Different roles of DosS and DosT in the hypoxic adaptation of Mycobacteria.

The DosS (DevS) and DosT histidine kinases form a two-component system together with the DosR (DevR) response regulator in Mycobacterium tuberculosis. DosS and DosT, which have high sequence similarity to each other over the length of their amino acid sequences, contain two GAF domains (GAF-A and GAF-B) in their N-terminal sensory domains. Complementation tests in conjunction with phylogenetic analysis showed that DevS of Mycobacterium smegmatis is more closely related to DosT than DosS. We also demonstrated in vivo that DosS and DosT of M. tuberculosis play a differential role in hypoxic adaptation. DosT responds to a decrease in oxygen tension more sensitively and strongly than DosS, which might be attributable to their different autooxidation rates. The different responsiveness of DosS and DosT to hypoxia is due to the difference in their GAF-A domains accommodating the hemes. Multiple alignment analysis of the GAF-A domains of mycobacterial DosS (DosT) homologs and subsequent site-directed mutagenesis revealed that just one substitution of E87, D90, H97, L118, or T169 of DosS with the corresponding residue of DosT is sufficient to convert DosS to DosT with regard to the responsiveness to changes in oxygen tension.

DosS responds to a reduced electron transport system to induce the Mycobacterium tuberculosis DosR regulon.
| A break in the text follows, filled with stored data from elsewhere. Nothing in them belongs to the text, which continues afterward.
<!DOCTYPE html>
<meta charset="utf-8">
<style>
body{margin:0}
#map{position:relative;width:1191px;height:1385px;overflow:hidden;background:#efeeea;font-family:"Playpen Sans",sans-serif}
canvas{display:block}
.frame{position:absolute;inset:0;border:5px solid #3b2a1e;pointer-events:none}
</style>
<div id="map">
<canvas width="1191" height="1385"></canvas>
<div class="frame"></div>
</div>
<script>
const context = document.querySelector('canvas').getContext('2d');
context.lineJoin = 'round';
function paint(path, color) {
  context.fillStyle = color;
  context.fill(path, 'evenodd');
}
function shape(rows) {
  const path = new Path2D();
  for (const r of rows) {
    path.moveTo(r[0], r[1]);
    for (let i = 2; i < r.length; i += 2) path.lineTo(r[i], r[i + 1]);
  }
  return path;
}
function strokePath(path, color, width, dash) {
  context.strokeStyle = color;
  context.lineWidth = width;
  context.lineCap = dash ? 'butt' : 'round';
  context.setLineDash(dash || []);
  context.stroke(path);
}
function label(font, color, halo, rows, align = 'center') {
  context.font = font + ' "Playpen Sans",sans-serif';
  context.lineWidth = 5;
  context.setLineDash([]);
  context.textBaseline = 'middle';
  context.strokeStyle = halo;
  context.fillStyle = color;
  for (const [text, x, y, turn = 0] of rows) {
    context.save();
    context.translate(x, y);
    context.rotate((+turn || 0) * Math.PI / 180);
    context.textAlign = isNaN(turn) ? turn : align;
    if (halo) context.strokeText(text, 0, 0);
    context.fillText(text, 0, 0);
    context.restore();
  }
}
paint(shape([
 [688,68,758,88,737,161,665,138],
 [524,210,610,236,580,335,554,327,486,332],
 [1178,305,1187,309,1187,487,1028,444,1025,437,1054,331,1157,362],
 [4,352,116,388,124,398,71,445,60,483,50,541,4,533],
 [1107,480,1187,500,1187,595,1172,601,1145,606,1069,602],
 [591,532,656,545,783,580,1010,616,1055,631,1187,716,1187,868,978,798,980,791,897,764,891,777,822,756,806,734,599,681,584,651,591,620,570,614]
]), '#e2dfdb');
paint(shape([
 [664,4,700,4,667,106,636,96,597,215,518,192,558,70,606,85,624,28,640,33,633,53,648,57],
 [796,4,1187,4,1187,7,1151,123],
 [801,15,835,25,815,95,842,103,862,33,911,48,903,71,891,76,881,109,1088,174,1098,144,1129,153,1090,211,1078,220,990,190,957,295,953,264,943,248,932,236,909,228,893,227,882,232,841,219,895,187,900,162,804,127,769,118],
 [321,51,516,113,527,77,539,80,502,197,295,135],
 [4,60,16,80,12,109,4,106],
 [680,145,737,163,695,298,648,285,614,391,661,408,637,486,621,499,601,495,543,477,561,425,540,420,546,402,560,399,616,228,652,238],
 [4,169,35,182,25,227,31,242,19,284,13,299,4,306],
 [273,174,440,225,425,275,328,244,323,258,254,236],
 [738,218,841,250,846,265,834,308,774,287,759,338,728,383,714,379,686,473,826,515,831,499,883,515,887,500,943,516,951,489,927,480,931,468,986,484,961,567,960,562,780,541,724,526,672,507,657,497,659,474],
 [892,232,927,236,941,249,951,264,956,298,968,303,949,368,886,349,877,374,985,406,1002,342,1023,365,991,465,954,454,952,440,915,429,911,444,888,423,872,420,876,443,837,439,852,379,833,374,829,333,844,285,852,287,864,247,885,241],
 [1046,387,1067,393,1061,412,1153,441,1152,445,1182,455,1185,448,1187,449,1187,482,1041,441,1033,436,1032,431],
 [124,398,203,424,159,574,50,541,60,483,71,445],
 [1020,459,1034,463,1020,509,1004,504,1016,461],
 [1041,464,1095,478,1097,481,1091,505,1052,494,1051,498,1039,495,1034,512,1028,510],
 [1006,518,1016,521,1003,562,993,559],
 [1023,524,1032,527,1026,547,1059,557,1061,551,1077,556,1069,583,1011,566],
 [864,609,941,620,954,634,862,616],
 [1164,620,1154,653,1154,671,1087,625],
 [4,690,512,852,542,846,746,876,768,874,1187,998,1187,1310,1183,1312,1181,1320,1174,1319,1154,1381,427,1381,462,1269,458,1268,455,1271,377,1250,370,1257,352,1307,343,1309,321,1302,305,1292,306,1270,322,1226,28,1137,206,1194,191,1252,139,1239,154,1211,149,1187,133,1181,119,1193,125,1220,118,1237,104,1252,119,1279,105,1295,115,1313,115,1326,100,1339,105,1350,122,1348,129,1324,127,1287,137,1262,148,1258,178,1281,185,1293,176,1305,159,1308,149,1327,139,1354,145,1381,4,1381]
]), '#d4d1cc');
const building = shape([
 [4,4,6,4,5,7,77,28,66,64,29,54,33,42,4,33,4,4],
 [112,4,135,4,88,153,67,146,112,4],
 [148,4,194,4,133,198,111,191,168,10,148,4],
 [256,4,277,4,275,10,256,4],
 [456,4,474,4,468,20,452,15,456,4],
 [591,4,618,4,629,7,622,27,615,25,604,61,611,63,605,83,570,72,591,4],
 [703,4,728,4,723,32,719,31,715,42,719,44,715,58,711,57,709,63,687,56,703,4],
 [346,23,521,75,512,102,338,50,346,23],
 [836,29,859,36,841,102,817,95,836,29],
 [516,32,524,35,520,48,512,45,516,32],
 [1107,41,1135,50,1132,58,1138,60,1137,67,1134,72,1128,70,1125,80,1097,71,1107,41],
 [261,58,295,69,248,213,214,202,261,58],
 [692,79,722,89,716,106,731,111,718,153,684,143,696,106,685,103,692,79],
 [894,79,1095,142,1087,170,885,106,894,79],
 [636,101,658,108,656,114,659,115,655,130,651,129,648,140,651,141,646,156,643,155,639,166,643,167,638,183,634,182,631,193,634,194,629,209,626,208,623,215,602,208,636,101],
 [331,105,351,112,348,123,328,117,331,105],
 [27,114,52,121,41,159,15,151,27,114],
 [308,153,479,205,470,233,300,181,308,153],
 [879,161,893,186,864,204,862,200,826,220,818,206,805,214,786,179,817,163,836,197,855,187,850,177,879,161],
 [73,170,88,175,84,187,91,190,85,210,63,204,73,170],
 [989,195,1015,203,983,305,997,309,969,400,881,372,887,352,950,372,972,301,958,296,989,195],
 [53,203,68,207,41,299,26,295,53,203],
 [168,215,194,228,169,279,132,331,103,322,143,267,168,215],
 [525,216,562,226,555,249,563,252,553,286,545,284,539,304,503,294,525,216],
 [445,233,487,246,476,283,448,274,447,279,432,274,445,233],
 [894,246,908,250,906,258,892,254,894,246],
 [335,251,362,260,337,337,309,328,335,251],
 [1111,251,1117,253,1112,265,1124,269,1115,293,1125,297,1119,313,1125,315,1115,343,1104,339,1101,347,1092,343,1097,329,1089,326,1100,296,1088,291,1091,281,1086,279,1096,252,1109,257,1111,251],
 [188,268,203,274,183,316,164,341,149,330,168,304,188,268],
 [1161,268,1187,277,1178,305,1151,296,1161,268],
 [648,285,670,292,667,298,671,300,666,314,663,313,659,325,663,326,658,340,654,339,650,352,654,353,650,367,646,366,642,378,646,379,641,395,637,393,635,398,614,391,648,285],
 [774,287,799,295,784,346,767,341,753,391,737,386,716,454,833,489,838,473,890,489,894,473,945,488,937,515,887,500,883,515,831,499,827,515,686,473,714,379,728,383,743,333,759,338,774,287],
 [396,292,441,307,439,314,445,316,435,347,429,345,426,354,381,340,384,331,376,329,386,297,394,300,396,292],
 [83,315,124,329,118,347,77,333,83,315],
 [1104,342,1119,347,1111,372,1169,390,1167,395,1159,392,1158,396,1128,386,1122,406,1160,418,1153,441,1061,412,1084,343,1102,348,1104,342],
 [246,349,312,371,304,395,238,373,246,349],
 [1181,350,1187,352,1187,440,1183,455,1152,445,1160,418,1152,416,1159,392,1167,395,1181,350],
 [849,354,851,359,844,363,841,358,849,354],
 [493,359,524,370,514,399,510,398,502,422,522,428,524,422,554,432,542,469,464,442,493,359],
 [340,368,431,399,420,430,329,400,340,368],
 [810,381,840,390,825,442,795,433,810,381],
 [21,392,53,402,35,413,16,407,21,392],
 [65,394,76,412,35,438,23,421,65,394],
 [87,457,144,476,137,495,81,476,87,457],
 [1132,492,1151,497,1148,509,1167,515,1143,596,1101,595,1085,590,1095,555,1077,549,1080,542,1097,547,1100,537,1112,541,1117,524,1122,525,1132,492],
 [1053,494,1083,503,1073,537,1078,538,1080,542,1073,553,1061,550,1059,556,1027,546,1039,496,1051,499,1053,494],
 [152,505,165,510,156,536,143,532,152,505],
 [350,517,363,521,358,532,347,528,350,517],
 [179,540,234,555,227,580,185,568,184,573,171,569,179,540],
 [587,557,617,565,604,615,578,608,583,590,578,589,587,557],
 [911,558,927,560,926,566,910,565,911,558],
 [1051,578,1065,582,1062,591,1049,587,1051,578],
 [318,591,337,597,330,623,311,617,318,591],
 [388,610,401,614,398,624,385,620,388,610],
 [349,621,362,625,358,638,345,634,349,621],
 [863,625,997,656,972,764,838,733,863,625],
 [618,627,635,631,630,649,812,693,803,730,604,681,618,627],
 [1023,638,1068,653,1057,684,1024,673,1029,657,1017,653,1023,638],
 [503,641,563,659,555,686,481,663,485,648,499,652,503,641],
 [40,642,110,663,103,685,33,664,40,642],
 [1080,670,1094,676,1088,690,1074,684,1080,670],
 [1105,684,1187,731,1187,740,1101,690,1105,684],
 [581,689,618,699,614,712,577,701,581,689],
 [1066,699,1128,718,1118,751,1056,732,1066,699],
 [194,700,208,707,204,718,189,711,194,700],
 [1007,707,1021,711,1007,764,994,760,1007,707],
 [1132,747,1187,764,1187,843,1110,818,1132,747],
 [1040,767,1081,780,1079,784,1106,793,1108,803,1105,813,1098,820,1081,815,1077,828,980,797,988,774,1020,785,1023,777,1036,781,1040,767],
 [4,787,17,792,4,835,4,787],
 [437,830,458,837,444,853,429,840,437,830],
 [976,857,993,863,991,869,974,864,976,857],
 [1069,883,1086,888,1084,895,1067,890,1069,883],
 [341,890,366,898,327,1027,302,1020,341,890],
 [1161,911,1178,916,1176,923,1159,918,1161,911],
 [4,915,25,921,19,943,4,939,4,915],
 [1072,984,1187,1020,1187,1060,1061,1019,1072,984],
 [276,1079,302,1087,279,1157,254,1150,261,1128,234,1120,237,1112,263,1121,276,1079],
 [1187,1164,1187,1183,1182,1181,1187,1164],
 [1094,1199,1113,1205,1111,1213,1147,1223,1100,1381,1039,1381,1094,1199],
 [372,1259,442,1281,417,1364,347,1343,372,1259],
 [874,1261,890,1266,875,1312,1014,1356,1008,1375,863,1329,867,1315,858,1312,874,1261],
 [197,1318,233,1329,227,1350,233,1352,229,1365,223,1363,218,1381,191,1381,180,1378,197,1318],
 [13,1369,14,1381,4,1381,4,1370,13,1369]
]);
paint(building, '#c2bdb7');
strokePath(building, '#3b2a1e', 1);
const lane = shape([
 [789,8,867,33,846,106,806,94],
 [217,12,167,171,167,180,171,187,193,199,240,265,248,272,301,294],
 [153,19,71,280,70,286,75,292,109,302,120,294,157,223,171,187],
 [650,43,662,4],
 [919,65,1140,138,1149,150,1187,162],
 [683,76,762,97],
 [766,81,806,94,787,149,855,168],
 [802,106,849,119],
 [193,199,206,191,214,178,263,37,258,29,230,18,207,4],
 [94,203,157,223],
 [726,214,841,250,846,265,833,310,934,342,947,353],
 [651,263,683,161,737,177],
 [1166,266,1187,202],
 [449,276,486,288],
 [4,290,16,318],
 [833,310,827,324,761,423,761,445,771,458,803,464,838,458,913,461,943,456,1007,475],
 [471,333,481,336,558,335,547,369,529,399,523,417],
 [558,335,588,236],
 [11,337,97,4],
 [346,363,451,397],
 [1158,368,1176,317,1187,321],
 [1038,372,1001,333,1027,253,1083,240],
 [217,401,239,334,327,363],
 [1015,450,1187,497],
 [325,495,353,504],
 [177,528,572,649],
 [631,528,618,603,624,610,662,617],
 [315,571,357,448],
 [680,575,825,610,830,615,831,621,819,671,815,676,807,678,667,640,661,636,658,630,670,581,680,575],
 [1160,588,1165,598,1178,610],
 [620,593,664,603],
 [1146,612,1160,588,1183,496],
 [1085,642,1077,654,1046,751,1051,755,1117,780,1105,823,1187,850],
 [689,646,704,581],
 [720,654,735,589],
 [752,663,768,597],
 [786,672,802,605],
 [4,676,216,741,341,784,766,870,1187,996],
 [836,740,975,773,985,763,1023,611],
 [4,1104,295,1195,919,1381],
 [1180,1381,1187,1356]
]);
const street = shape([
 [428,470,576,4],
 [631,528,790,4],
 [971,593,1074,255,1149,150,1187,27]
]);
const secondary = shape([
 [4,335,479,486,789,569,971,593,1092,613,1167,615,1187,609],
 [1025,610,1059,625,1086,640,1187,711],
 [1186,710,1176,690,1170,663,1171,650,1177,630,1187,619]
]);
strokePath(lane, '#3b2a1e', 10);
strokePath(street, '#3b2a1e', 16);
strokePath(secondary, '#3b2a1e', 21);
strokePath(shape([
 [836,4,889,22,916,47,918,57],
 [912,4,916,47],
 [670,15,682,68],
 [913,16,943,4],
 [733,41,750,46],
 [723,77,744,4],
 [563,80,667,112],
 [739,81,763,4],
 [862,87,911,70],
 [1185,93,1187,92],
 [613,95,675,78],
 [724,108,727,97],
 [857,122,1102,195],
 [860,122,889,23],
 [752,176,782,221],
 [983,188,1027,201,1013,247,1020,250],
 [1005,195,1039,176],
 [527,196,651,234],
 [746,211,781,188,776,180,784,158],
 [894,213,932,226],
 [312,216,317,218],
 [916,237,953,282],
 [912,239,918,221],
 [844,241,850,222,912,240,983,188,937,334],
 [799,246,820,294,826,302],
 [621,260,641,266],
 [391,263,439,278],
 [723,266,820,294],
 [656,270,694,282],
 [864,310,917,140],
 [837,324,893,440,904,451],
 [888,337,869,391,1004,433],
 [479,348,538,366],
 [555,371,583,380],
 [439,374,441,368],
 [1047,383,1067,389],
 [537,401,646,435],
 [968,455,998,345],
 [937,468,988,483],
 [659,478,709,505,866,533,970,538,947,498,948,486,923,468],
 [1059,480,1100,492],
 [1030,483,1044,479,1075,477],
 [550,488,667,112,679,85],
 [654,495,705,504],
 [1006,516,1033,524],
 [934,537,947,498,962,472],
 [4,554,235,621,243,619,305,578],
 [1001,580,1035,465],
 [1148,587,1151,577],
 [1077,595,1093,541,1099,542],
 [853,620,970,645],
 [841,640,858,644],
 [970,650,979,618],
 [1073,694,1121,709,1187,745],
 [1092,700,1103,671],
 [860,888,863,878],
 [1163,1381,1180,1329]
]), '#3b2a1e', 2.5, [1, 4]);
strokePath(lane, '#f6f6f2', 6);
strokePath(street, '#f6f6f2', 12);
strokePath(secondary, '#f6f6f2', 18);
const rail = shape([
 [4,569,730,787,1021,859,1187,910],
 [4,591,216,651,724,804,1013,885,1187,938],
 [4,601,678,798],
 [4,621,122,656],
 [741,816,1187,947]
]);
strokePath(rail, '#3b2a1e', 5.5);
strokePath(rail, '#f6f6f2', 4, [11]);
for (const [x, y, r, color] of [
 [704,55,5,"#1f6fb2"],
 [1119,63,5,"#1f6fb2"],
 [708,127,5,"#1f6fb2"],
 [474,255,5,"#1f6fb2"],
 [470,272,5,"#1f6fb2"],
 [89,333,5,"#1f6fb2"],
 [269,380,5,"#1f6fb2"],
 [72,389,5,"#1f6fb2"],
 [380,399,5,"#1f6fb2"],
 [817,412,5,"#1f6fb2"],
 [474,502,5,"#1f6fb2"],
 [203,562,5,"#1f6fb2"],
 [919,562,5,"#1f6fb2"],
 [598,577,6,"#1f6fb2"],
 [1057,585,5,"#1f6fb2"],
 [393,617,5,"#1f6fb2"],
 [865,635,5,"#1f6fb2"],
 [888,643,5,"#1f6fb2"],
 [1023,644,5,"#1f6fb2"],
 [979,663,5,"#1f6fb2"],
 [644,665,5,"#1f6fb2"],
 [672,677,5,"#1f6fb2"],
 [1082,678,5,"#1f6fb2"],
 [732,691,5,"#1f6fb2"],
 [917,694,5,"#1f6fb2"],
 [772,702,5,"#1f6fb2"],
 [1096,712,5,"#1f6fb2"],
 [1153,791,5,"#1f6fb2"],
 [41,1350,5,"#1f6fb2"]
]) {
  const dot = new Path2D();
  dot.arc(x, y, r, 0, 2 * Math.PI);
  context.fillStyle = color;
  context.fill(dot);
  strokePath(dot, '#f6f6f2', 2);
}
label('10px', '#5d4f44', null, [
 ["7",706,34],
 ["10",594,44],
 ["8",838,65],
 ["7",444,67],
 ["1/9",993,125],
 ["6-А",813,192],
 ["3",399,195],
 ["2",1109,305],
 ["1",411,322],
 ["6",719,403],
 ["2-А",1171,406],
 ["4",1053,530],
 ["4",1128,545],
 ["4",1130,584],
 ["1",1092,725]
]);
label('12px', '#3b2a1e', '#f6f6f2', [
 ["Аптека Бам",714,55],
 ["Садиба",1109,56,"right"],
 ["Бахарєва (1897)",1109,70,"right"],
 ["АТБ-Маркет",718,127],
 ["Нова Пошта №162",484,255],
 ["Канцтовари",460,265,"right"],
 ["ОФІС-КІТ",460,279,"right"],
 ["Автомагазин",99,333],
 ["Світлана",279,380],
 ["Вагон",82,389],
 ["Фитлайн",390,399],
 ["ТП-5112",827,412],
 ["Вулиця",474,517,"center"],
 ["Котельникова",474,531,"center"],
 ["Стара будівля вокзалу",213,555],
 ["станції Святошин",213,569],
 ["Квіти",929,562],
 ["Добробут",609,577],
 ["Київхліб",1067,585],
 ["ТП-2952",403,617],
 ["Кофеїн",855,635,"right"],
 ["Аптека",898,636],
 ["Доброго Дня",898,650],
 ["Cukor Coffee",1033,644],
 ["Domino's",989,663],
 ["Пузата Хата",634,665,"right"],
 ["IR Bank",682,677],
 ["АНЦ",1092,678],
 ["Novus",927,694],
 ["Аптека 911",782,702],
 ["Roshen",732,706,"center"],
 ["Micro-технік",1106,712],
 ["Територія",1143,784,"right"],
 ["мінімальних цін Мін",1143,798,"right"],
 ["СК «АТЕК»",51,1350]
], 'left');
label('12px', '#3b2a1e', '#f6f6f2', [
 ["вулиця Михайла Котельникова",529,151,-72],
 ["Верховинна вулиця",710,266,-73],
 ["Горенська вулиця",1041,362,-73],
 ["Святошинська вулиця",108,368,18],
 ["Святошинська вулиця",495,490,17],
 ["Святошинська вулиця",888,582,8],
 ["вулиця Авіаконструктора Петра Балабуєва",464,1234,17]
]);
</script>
The DosR regulon in Mycobacterium tuberculosis is involved in respiration-limiting conditions, its induction is controlled by two histidine kinases, DosS and DosT, and recent experimental evidence indicates DosS senses either molecular oxygen or a redox change. Under aerobic conditions, induction of the DosR regulon by DosS, but not DosT, was observed after the addition of ascorbate, a powerful cytochrome c reductant, demonstrating that DosS responds to a redox signal even in the presence of high oxygen tension. During hypoxic conditions, regulon induction was attenuated by treatment with compounds that occluded electron flow into the menaquinone pool or decreased the size of the menaquinone pool itself. Increased regulon expression during hypoxia was observed when exogenous menaquinone was added, demonstrating that the menaquinone pool is a limiting factor in regulon induction. Taken together, these data demonstrate that a reduced menaquinone pool directly or indirectly triggers induction of the DosR regulon via DosS. Biochemical analysis of menaquinones upon entry into hypoxic/anaerobic conditions demonstrated the disappearance of the unsaturated species and low-level maintenance of the mono-saturated menaquinone. Relative to the unsaturated form, an analog of the saturated form is better able to induce signaling via DosS and rescue inhibition of menaquinone synthesis and is less toxic. The menaquinone pool is central to the electron transport system (ETS) and therefore provides a mechanistic link between the respiratory state of the bacilli and DosS signaling. Although this report demonstrates that DosS responds to a reduced ETS, it does not rule out a role for oxygen in silencing signaling.